(Saved data entries)
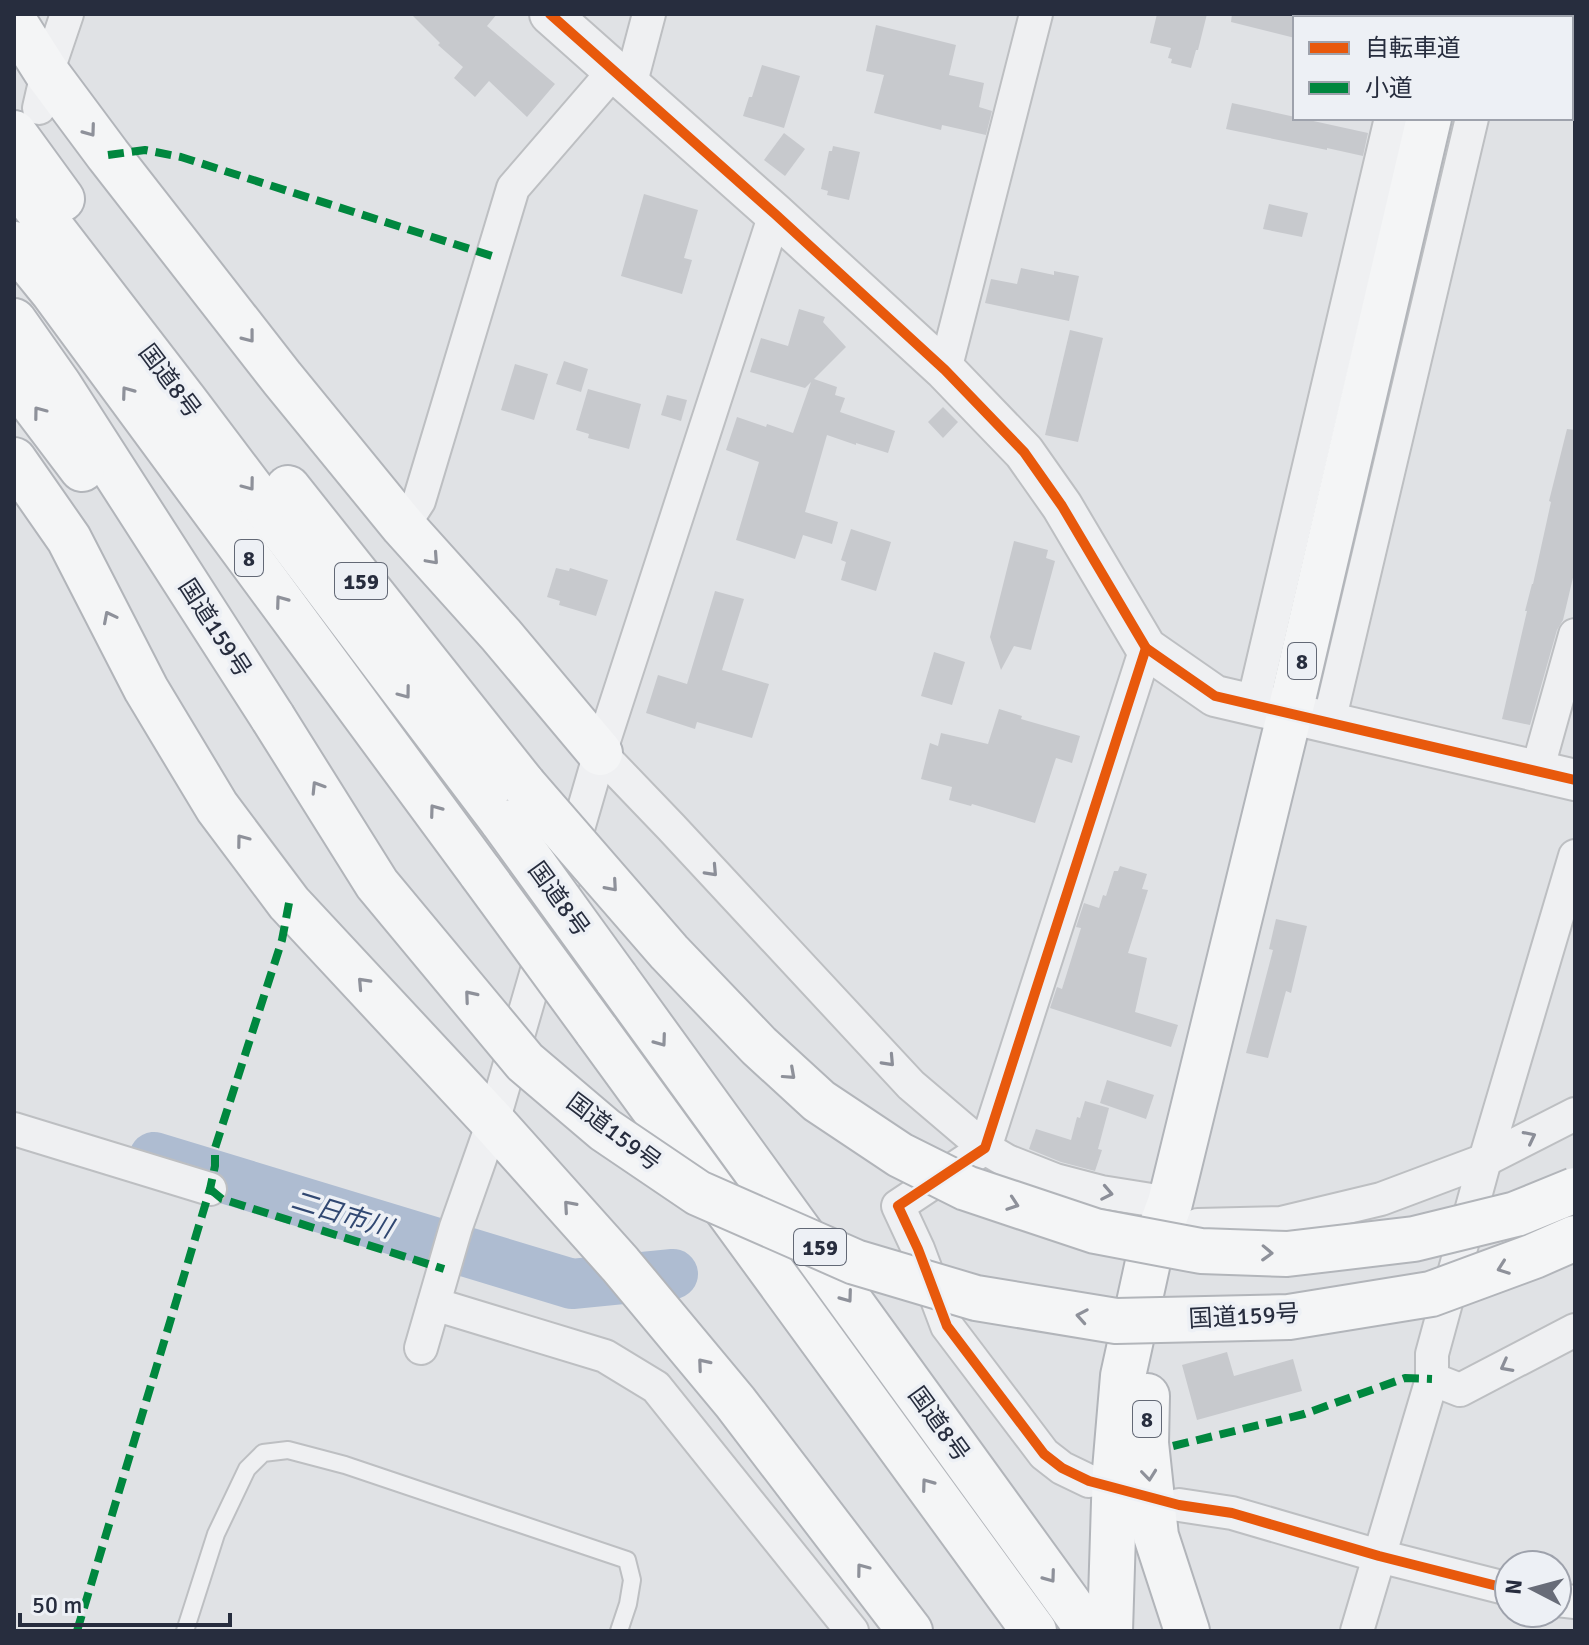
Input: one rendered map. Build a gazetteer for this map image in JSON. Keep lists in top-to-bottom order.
{
  "streets": {
    "highway": [
      "国道8号",
      "8",
      "159",
      "国道159号"
    ]
  },
  "crossings": [
    ["国道8号", "159"]
  ],
  "water": ["二日市川"],
  "legend": ["自転車道", "小道"],
  "scale_bar": "50 m",
  "north": "left"
}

Activity:
Return the entries unchanged, save for the pictures, which do not belong in the copy.

Solution for this problem:
Input: one rendered map. Build a gazetteer for this map image in JSON. Keep lists in top-to-bottom order.
{
  "streets": {
    "highway": [
      "国道8号",
      "8",
      "159",
      "国道159号"
    ]
  },
  "crossings": [
    ["国道8号", "159"]
  ],
  "water": ["二日市川"],
  "legend": ["自転車道", "小道"],
  "scale_bar": "50 m",
  "north": "left"
}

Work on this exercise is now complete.